## [TASK TO COMPLETE]
Reproduce every line of the listing as written, apart from the pictures.

## [COLLECTED DATA]
____________________
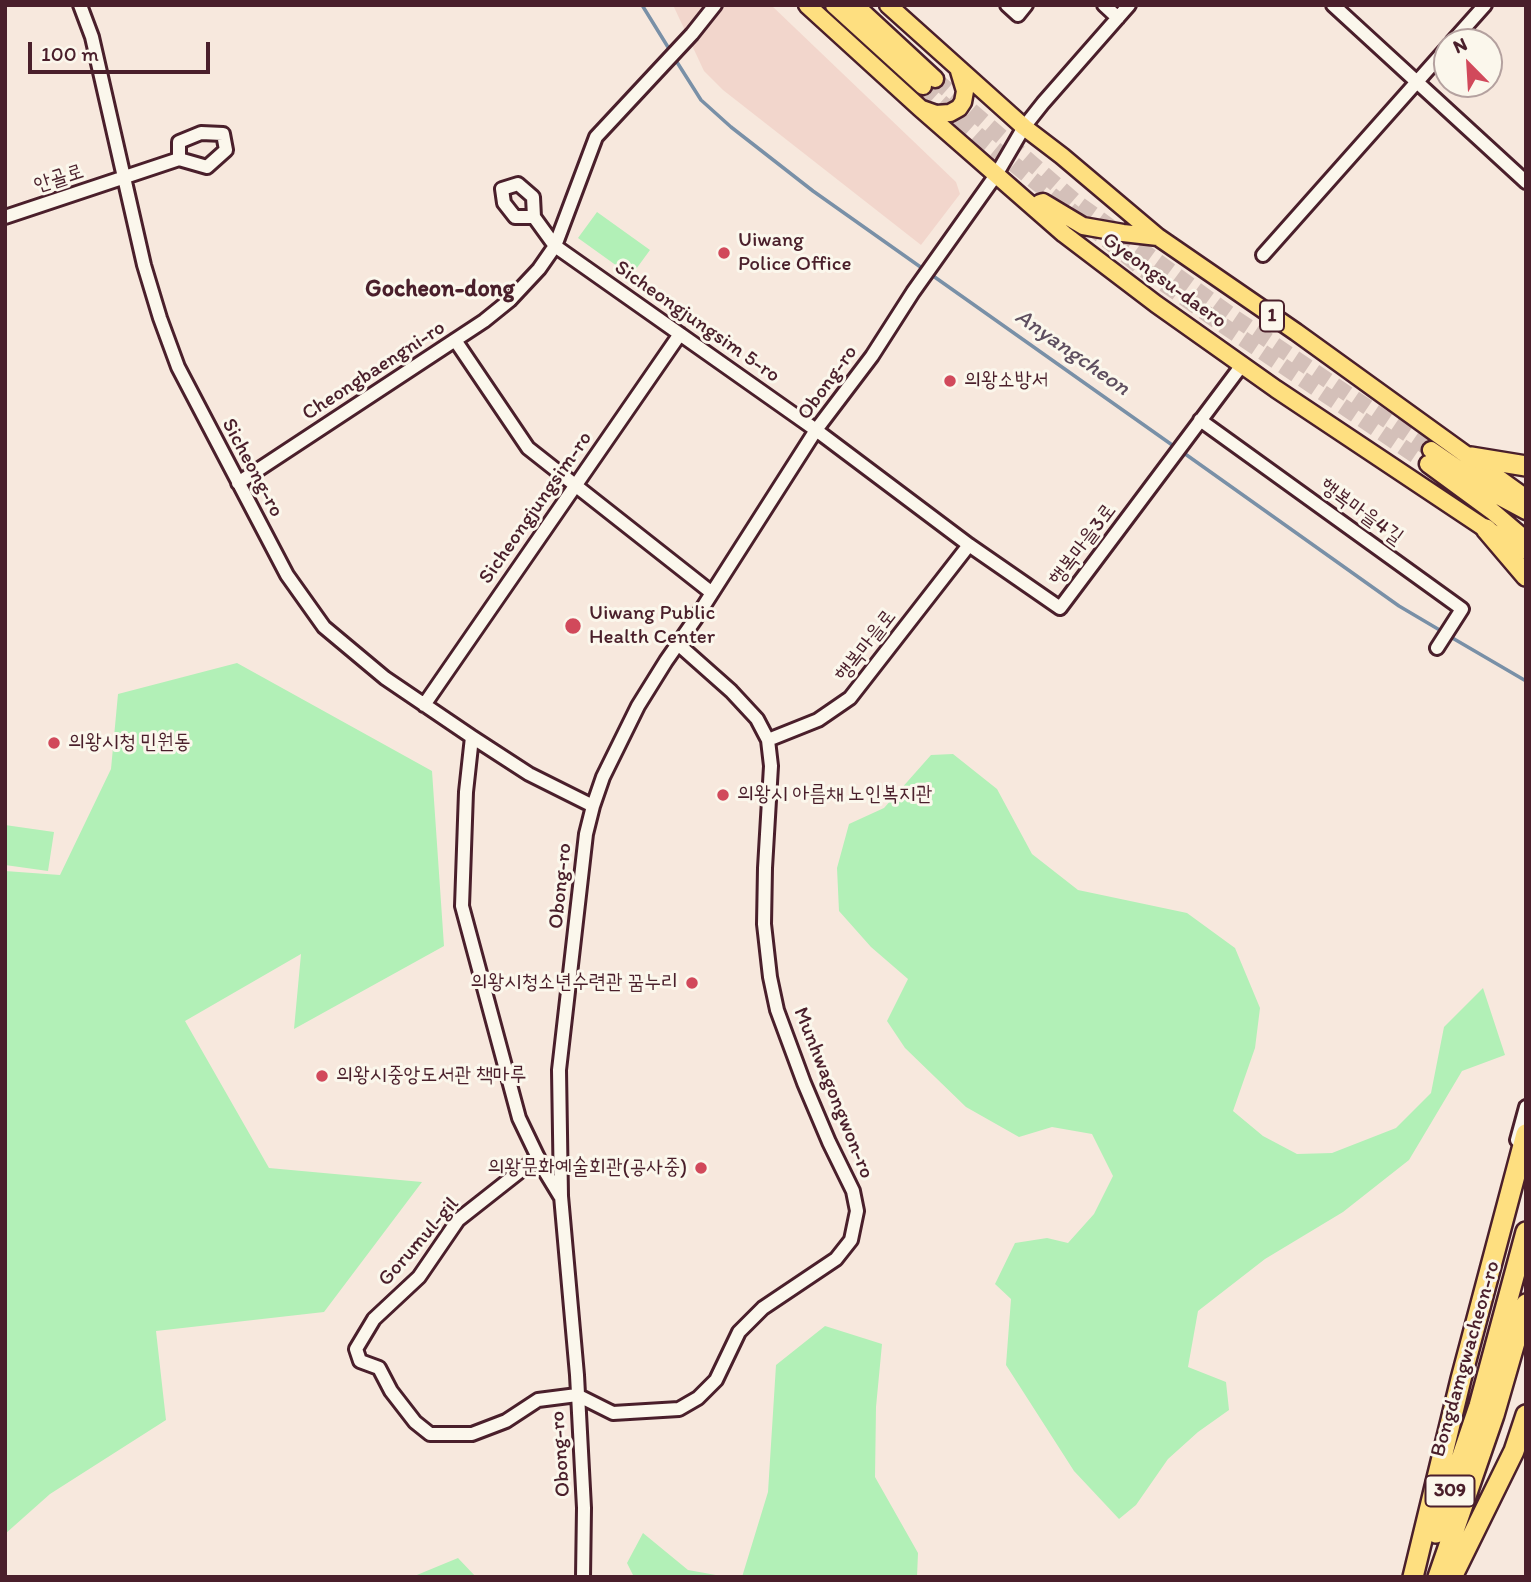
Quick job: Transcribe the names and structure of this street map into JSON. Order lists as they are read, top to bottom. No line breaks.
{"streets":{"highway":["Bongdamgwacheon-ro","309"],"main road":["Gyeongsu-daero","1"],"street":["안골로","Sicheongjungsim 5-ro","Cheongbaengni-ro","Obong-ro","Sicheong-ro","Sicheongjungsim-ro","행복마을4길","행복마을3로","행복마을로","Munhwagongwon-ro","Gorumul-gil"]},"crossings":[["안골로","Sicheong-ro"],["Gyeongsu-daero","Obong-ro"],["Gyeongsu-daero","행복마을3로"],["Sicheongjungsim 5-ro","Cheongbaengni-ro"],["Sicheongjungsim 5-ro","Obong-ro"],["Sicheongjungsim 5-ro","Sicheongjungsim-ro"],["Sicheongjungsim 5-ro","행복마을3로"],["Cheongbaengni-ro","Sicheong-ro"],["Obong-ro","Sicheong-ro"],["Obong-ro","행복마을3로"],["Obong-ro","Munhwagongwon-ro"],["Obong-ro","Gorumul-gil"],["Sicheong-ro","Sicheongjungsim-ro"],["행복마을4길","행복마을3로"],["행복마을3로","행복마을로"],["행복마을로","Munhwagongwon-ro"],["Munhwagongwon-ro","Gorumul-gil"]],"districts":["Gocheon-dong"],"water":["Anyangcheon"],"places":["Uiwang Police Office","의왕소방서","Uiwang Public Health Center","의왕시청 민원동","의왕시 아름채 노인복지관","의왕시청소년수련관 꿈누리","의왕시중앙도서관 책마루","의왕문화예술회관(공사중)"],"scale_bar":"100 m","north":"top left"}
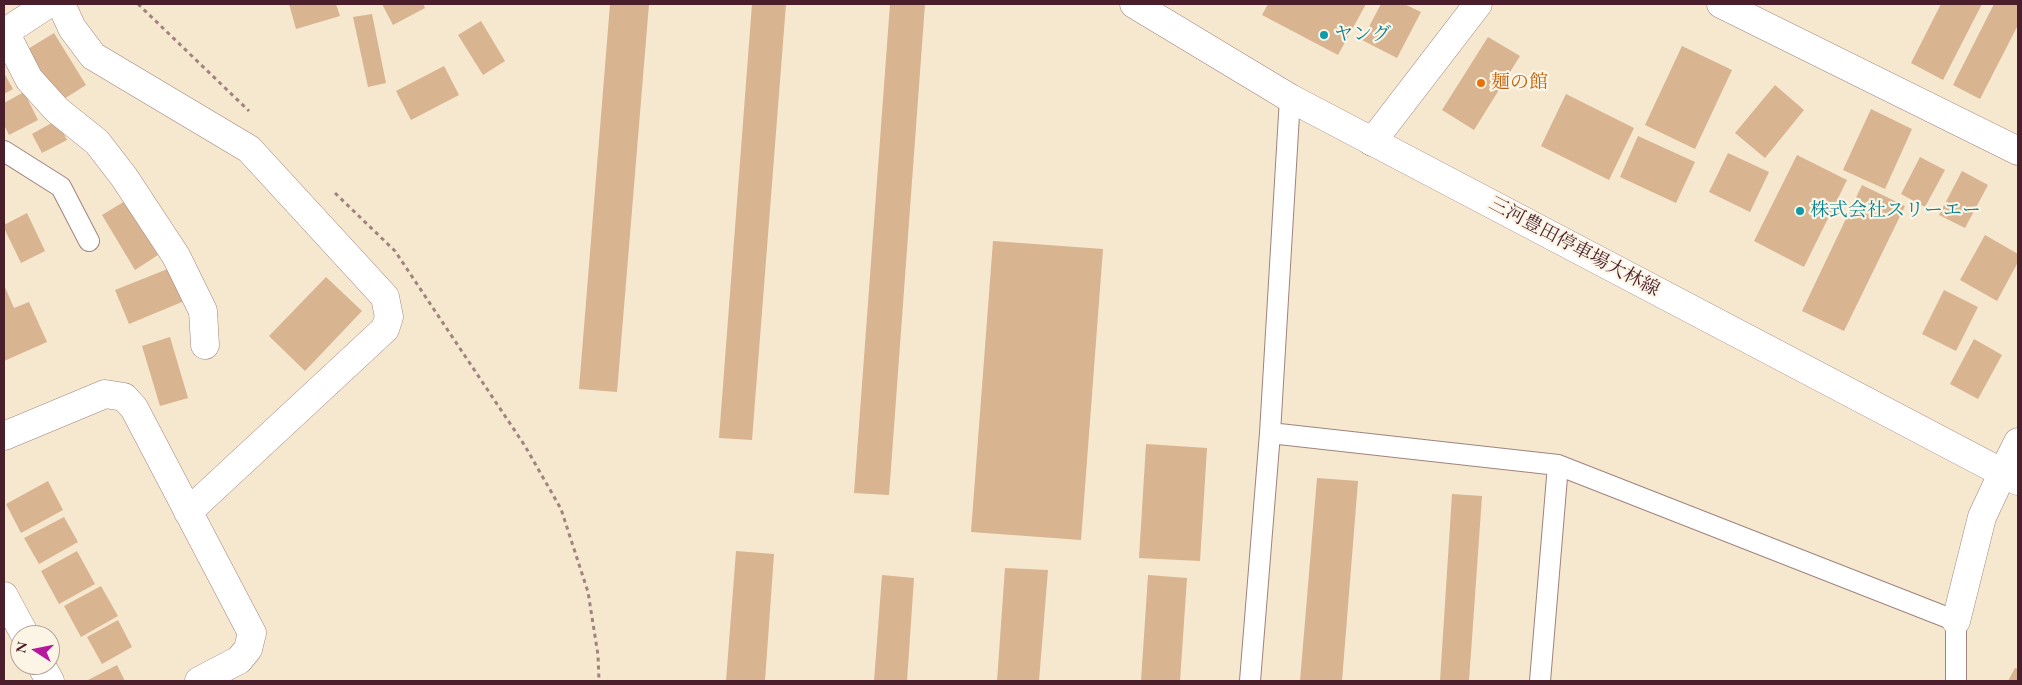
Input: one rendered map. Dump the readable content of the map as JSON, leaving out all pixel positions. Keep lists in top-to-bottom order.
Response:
____________________
## [EXERCISE RESULT]
Quick job: Transcribe the names and structure of this street map into JSON. Order lists as they are read, top to bottom. No line breaks.
{"streets":{"highway":["Bongdamgwacheon-ro","309"],"main road":["Gyeongsu-daero","1"],"street":["안골로","Sicheongjungsim 5-ro","Cheongbaengni-ro","Obong-ro","Sicheong-ro","Sicheongjungsim-ro","행복마을4길","행복마을3로","행복마을로","Munhwagongwon-ro","Gorumul-gil"]},"crossings":[["안골로","Sicheong-ro"],["Gyeongsu-daero","Obong-ro"],["Gyeongsu-daero","행복마을3로"],["Sicheongjungsim 5-ro","Cheongbaengni-ro"],["Sicheongjungsim 5-ro","Obong-ro"],["Sicheongjungsim 5-ro","Sicheongjungsim-ro"],["Sicheongjungsim 5-ro","행복마을3로"],["Cheongbaengni-ro","Sicheong-ro"],["Obong-ro","Sicheong-ro"],["Obong-ro","행복마을3로"],["Obong-ro","Munhwagongwon-ro"],["Obong-ro","Gorumul-gil"],["Sicheong-ro","Sicheongjungsim-ro"],["행복마을4길","행복마을3로"],["행복마을3로","행복마을로"],["행복마을로","Munhwagongwon-ro"],["Munhwagongwon-ro","Gorumul-gil"]],"districts":["Gocheon-dong"],"water":["Anyangcheon"],"places":["Uiwang Police Office","의왕소방서","Uiwang Public Health Center","의왕시청 민원동","의왕시 아름채 노인복지관","의왕시청소년수련관 꿈누리","의왕시중앙도서관 책마루","의왕문화예술회관(공사중)"],"scale_bar":"100 m","north":"top left"}
Input: one rendered map. Dump the readable content of the map as JSON, leaving out all pixel positions. Keep lists in top-to-bottom order.
Response:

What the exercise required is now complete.